Stored items
┄┄┄┄┄┄
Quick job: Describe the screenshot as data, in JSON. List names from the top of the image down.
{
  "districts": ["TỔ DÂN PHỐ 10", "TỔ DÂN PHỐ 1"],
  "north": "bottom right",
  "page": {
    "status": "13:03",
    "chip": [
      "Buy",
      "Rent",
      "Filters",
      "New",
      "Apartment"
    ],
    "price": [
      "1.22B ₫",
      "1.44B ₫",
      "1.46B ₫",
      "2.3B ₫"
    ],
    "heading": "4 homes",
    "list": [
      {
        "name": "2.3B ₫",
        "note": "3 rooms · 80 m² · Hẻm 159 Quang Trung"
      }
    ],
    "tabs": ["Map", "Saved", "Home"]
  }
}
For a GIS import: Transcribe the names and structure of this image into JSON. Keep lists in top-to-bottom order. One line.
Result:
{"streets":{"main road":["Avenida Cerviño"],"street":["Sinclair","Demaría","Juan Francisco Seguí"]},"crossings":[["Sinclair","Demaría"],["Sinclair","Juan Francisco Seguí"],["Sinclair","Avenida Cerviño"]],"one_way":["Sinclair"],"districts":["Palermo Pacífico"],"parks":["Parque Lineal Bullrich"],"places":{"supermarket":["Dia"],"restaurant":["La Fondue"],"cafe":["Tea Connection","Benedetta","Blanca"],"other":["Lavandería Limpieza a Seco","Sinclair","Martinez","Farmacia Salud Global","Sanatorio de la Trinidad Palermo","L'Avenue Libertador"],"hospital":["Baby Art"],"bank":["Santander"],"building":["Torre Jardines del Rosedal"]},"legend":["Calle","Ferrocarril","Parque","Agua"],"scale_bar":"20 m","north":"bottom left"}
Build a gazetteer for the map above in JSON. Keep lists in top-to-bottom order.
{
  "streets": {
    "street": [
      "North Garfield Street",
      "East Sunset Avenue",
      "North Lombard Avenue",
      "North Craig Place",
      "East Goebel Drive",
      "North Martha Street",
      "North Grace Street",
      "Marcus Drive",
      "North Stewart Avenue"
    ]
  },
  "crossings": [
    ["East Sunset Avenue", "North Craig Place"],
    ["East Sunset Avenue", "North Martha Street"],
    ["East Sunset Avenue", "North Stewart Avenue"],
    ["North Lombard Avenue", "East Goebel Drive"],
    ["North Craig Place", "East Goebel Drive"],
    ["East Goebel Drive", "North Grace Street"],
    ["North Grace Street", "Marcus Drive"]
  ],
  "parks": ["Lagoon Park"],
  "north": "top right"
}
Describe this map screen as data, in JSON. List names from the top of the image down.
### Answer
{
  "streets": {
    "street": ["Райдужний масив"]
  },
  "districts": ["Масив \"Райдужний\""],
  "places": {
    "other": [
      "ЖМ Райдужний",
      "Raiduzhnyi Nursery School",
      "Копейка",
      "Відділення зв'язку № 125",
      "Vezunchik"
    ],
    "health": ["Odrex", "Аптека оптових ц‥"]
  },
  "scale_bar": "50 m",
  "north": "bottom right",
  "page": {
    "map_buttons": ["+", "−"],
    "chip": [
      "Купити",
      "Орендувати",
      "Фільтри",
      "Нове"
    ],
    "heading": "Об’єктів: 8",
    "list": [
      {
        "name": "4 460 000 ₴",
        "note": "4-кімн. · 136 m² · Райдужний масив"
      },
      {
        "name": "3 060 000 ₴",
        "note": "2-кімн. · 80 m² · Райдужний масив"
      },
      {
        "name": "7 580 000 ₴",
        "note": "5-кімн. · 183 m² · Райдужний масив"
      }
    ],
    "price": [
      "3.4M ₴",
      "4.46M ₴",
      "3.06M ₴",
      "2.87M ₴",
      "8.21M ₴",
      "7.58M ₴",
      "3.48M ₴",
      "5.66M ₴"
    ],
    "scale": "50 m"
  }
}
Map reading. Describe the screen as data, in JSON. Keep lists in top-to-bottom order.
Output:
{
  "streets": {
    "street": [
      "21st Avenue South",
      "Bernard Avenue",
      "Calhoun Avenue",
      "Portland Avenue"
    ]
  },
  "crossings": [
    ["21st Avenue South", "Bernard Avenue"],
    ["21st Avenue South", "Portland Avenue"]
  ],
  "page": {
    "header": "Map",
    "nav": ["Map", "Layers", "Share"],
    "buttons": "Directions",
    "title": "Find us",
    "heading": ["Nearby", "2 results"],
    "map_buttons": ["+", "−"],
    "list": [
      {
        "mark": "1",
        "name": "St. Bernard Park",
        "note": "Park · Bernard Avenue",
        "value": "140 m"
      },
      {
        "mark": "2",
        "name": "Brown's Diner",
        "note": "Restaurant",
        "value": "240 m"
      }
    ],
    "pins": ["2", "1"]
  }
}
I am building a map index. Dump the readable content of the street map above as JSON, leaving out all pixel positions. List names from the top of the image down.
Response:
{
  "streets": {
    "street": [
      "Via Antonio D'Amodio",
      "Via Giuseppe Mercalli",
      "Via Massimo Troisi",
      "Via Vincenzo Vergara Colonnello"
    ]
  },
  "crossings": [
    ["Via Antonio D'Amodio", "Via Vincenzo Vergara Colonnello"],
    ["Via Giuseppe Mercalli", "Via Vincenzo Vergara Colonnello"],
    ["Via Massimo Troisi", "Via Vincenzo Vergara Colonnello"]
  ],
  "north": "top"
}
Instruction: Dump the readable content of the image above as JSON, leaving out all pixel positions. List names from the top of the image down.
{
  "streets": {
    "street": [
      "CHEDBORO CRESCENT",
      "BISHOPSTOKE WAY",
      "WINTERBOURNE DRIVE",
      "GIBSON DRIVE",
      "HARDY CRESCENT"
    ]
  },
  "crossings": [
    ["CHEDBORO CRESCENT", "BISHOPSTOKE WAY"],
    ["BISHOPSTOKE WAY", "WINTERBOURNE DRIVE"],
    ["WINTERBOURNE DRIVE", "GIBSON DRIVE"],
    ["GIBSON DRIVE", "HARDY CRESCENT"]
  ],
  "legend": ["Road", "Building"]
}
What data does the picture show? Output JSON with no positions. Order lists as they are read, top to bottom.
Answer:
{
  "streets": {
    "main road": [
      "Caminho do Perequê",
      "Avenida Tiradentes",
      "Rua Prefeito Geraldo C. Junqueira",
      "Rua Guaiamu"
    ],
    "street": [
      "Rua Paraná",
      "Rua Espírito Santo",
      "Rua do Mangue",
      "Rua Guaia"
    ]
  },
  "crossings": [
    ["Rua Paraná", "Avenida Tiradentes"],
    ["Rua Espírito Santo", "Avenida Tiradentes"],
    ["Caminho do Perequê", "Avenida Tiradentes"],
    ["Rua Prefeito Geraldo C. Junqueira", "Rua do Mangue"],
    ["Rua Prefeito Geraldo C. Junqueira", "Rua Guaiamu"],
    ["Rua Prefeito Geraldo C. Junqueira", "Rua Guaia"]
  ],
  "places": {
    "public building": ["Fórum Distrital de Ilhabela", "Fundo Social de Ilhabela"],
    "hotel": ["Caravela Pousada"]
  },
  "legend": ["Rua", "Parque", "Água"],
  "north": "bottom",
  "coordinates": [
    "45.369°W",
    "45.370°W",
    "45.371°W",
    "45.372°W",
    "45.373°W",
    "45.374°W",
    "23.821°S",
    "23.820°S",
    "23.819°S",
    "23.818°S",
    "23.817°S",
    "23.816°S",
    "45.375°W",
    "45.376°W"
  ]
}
┄┄┄┄┄┄
- _Exercise_
Among these entries, how many lines include the string "Sunset"? Reply with the number by itself.

- _Exercise answer_
4